▸ **TASK DETAILS**: A single count is required: the lines of the data below in which the word "evenodd" occurs.

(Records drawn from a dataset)

※ ※ ※

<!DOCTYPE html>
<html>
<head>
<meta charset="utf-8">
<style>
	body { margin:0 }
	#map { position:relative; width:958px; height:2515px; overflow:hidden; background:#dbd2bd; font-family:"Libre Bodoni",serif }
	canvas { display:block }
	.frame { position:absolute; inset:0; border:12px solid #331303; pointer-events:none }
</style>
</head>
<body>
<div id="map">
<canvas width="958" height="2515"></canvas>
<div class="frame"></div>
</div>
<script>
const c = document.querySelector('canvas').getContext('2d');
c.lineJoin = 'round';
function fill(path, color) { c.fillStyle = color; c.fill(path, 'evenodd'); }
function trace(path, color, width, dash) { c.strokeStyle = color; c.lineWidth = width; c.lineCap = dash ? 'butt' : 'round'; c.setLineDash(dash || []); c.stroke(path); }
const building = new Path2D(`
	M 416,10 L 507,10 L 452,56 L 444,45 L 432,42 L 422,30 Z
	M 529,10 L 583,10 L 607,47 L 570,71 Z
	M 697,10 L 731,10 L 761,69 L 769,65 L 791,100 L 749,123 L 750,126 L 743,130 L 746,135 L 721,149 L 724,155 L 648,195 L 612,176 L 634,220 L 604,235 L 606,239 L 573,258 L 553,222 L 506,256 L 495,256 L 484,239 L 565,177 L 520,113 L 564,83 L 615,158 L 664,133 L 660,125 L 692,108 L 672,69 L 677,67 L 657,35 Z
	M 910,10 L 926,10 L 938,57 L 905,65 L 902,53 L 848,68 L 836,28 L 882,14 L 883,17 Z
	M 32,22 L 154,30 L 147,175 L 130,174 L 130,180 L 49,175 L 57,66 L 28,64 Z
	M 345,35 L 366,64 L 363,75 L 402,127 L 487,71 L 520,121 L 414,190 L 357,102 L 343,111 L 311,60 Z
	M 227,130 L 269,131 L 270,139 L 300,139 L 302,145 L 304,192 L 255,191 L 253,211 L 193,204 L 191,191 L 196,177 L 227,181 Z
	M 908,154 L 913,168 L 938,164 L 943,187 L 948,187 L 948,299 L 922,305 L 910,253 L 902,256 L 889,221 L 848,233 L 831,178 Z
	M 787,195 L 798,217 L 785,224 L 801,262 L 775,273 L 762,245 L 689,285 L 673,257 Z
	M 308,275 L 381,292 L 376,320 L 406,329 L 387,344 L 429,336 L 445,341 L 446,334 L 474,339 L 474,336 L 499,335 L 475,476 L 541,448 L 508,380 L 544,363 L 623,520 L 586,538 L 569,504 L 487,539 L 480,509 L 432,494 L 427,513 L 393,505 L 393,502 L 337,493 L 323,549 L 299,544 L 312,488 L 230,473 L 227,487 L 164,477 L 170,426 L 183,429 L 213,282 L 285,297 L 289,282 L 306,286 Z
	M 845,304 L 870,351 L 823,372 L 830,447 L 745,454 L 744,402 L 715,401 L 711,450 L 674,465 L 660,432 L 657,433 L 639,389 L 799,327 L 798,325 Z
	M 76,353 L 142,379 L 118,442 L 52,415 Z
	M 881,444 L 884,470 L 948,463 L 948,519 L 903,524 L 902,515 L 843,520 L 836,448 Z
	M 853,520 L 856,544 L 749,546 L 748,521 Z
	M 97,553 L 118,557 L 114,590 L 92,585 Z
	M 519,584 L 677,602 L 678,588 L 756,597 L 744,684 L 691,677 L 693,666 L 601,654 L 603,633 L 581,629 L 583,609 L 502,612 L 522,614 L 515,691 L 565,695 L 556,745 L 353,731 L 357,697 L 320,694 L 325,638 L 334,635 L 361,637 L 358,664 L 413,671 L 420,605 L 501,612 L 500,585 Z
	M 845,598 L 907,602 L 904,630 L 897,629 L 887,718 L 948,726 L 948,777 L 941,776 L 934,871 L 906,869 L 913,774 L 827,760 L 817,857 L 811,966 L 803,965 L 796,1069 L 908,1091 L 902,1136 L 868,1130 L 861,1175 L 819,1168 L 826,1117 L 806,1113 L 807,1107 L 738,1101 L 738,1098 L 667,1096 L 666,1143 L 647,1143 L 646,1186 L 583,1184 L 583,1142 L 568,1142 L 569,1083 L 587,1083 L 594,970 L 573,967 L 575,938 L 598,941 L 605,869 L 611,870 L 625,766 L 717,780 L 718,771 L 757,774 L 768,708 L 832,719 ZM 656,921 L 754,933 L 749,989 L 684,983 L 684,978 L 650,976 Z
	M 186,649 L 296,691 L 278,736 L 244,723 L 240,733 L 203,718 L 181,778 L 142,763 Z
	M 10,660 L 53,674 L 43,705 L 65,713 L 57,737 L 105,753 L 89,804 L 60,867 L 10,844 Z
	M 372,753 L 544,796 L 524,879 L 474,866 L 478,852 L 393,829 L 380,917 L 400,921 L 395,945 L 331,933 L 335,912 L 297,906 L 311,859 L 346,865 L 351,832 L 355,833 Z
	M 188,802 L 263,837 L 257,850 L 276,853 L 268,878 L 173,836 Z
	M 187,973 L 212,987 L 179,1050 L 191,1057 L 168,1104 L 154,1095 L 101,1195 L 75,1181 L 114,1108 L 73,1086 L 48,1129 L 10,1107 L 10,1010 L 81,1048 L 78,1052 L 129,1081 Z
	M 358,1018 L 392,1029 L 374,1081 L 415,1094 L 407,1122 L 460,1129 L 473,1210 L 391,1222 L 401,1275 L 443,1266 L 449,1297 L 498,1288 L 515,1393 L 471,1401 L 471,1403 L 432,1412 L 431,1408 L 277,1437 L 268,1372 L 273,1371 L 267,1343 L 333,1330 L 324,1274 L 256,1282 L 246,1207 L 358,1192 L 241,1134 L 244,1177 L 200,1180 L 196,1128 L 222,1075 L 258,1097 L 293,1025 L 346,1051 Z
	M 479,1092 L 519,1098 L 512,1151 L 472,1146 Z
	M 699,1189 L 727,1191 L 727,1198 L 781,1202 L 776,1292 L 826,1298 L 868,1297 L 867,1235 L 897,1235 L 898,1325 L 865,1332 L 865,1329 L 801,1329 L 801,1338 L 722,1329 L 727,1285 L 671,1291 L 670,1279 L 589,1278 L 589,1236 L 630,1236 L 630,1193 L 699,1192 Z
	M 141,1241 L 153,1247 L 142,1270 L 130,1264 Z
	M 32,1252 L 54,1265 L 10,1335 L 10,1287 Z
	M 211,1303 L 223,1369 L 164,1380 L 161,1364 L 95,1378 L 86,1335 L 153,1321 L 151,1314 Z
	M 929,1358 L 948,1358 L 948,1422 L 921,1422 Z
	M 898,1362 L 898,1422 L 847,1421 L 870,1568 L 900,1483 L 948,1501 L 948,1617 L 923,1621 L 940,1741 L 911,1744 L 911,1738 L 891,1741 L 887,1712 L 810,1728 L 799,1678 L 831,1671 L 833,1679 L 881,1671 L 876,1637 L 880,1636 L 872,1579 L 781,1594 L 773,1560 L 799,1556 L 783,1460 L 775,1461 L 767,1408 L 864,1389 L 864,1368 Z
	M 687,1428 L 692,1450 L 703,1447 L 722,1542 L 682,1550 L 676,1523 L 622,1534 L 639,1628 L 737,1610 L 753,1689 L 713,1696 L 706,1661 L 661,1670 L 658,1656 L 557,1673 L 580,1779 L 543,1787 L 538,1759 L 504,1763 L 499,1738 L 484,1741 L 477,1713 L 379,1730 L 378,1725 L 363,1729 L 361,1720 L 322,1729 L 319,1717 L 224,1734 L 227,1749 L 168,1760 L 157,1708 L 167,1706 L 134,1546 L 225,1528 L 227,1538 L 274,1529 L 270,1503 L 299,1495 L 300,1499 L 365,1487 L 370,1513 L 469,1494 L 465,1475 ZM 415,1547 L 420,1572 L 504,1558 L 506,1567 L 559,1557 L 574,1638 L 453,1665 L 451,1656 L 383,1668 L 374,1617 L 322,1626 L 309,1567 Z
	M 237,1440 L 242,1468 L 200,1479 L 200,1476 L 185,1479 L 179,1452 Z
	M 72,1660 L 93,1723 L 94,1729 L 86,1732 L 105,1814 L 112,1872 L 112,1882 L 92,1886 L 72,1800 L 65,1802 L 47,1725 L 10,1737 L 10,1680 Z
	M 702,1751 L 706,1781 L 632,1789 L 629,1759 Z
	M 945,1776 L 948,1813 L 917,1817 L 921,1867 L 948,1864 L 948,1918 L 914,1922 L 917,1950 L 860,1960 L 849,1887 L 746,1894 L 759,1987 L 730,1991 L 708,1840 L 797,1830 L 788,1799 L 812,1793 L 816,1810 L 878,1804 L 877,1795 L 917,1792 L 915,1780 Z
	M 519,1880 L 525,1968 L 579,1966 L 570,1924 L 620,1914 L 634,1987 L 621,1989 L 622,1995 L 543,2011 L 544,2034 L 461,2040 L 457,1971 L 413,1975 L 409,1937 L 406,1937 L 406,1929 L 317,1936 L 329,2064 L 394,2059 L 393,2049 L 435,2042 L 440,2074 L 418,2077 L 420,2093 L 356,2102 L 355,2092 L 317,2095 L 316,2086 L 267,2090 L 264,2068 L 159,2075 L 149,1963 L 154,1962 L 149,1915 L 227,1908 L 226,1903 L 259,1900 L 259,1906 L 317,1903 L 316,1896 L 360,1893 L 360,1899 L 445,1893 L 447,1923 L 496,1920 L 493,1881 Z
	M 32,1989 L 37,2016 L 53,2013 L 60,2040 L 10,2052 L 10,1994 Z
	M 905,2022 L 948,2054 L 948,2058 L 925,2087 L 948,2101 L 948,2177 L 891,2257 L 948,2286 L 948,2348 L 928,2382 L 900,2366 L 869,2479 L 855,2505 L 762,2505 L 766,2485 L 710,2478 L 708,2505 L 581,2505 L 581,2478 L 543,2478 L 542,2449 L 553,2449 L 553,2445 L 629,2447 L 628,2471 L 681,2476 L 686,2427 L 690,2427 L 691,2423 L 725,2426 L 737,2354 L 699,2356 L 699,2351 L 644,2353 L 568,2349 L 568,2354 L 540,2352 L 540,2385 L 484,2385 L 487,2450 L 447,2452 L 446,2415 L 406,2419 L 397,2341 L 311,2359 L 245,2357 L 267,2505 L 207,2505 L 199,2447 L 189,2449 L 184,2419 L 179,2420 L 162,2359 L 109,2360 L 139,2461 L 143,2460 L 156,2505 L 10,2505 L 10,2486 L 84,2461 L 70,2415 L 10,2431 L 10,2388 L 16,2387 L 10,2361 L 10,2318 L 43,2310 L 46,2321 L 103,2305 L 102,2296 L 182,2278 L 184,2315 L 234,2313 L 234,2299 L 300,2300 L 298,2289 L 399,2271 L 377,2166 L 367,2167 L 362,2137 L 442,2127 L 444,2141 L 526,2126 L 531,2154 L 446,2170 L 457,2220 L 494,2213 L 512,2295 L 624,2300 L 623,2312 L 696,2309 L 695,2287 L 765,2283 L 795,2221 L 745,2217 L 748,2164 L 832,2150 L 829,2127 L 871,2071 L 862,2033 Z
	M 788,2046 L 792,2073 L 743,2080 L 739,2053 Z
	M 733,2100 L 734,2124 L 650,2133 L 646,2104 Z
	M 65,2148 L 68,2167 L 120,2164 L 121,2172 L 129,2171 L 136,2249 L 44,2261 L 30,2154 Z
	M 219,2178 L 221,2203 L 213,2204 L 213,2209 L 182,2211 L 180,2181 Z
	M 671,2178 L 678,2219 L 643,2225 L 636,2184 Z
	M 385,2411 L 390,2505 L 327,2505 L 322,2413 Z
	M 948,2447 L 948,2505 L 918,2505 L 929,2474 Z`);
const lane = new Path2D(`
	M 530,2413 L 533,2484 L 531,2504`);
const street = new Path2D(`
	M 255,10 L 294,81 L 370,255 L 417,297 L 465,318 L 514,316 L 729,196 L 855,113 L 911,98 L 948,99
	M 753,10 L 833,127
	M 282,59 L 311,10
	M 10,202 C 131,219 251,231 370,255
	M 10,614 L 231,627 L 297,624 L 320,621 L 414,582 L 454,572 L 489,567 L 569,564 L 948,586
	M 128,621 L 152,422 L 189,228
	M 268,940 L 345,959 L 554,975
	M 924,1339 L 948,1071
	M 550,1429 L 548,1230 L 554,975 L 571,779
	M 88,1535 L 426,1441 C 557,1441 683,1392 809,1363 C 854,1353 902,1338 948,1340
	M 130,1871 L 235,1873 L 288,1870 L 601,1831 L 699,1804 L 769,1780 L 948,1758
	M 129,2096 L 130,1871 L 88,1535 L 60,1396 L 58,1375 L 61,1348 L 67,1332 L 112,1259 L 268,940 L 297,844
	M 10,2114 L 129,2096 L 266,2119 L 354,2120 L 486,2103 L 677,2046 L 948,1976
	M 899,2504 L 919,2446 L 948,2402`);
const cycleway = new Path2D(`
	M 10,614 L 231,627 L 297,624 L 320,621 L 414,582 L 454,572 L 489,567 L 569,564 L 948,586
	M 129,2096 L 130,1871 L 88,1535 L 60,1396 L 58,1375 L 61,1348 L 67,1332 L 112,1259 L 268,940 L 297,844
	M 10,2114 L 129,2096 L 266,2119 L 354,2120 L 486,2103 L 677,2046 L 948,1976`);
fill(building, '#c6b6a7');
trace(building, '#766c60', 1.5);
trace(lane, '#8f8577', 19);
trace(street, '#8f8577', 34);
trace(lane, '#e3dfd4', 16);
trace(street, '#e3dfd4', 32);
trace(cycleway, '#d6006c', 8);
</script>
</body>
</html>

※ ※ ※

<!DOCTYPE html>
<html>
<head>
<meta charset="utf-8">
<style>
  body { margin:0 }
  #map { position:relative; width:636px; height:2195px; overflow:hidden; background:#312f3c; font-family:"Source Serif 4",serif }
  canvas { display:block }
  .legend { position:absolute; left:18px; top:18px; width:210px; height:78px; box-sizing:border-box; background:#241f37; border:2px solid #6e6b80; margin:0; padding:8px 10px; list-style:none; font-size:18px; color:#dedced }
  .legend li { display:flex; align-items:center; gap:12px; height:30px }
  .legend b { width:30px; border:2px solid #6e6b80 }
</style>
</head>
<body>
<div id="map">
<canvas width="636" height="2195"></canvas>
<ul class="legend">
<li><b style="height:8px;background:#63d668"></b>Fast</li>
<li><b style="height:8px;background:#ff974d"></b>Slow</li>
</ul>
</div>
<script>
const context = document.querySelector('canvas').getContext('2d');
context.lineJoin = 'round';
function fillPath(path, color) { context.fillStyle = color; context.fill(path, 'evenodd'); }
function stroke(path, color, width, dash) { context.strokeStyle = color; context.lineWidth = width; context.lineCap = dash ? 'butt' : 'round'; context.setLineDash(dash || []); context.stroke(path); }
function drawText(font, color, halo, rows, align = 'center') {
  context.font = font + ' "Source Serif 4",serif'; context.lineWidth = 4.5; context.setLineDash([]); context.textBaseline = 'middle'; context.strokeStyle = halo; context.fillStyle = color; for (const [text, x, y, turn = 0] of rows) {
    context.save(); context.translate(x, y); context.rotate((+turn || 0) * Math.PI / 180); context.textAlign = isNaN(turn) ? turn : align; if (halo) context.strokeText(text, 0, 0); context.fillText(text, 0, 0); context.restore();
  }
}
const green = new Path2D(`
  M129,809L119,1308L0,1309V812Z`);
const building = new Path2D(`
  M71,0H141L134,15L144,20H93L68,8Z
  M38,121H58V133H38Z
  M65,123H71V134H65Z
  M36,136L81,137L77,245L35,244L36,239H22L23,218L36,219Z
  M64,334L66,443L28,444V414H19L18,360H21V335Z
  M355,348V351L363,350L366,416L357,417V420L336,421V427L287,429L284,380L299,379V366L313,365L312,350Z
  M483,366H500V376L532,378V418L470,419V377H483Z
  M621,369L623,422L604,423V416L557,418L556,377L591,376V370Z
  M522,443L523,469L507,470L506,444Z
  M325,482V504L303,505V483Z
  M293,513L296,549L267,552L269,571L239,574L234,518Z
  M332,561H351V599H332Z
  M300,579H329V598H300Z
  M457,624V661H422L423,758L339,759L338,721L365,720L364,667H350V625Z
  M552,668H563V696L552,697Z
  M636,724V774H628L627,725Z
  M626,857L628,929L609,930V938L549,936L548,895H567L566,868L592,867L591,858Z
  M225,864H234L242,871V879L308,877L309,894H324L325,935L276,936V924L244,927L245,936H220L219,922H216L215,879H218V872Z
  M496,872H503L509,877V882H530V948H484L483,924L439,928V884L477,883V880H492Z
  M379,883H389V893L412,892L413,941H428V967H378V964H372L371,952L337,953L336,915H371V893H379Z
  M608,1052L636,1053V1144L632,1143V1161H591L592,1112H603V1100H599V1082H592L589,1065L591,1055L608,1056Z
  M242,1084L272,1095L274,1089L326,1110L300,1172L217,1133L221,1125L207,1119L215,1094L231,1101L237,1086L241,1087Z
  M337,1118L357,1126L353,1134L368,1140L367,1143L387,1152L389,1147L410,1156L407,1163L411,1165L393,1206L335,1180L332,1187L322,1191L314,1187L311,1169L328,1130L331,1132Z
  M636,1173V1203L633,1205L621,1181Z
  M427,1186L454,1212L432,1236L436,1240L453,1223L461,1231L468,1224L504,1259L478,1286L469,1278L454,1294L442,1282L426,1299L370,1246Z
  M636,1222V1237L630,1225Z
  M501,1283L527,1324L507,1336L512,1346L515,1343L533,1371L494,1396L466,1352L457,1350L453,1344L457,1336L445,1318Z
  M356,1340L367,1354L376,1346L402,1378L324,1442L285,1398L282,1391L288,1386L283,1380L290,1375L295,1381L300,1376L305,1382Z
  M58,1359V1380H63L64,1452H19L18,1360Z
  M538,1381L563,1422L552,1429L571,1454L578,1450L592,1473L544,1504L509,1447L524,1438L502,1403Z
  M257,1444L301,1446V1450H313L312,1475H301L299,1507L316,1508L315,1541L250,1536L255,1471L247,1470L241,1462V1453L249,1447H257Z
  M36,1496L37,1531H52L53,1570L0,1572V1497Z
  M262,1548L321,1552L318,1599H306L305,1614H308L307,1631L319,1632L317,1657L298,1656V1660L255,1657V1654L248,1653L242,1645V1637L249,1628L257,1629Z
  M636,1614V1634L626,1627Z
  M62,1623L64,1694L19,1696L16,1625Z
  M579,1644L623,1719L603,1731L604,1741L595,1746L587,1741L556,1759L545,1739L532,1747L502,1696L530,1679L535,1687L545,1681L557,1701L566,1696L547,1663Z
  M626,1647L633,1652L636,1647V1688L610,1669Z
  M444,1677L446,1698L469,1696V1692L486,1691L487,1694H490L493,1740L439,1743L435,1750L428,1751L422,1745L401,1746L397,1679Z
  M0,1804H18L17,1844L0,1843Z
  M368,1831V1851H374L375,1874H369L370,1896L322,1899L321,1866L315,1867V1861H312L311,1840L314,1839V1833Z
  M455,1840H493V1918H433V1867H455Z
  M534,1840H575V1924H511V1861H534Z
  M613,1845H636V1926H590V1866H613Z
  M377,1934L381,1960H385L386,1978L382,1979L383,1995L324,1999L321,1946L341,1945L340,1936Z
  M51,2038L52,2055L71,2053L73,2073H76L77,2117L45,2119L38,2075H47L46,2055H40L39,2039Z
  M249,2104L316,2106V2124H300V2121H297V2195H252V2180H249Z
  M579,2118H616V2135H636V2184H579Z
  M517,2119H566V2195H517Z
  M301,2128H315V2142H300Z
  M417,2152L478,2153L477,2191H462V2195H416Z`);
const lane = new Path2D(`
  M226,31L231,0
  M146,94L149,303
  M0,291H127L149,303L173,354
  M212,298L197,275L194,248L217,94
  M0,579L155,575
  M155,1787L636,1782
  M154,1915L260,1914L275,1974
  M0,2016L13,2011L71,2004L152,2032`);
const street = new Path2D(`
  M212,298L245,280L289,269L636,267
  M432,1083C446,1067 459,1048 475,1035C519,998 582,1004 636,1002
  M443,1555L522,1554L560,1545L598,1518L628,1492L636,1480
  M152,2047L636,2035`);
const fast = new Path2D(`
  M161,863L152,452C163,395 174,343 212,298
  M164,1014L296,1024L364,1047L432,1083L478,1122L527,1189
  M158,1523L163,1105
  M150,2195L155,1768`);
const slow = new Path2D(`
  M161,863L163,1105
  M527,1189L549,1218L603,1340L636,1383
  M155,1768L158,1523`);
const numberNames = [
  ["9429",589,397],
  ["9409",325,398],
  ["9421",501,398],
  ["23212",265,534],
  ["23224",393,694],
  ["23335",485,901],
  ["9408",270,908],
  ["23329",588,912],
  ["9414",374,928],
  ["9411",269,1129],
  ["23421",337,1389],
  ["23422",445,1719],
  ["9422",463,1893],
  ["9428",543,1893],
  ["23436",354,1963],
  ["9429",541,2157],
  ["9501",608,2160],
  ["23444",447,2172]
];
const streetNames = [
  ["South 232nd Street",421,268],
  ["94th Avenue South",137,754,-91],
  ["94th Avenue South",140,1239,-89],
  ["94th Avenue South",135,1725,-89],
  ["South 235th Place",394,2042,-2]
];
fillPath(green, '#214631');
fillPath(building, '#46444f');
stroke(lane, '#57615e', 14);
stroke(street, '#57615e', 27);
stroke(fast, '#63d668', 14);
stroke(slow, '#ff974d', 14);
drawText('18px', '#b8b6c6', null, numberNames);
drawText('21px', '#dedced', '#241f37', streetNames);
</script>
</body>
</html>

※ ※ ※

▸ **REPLY**: 2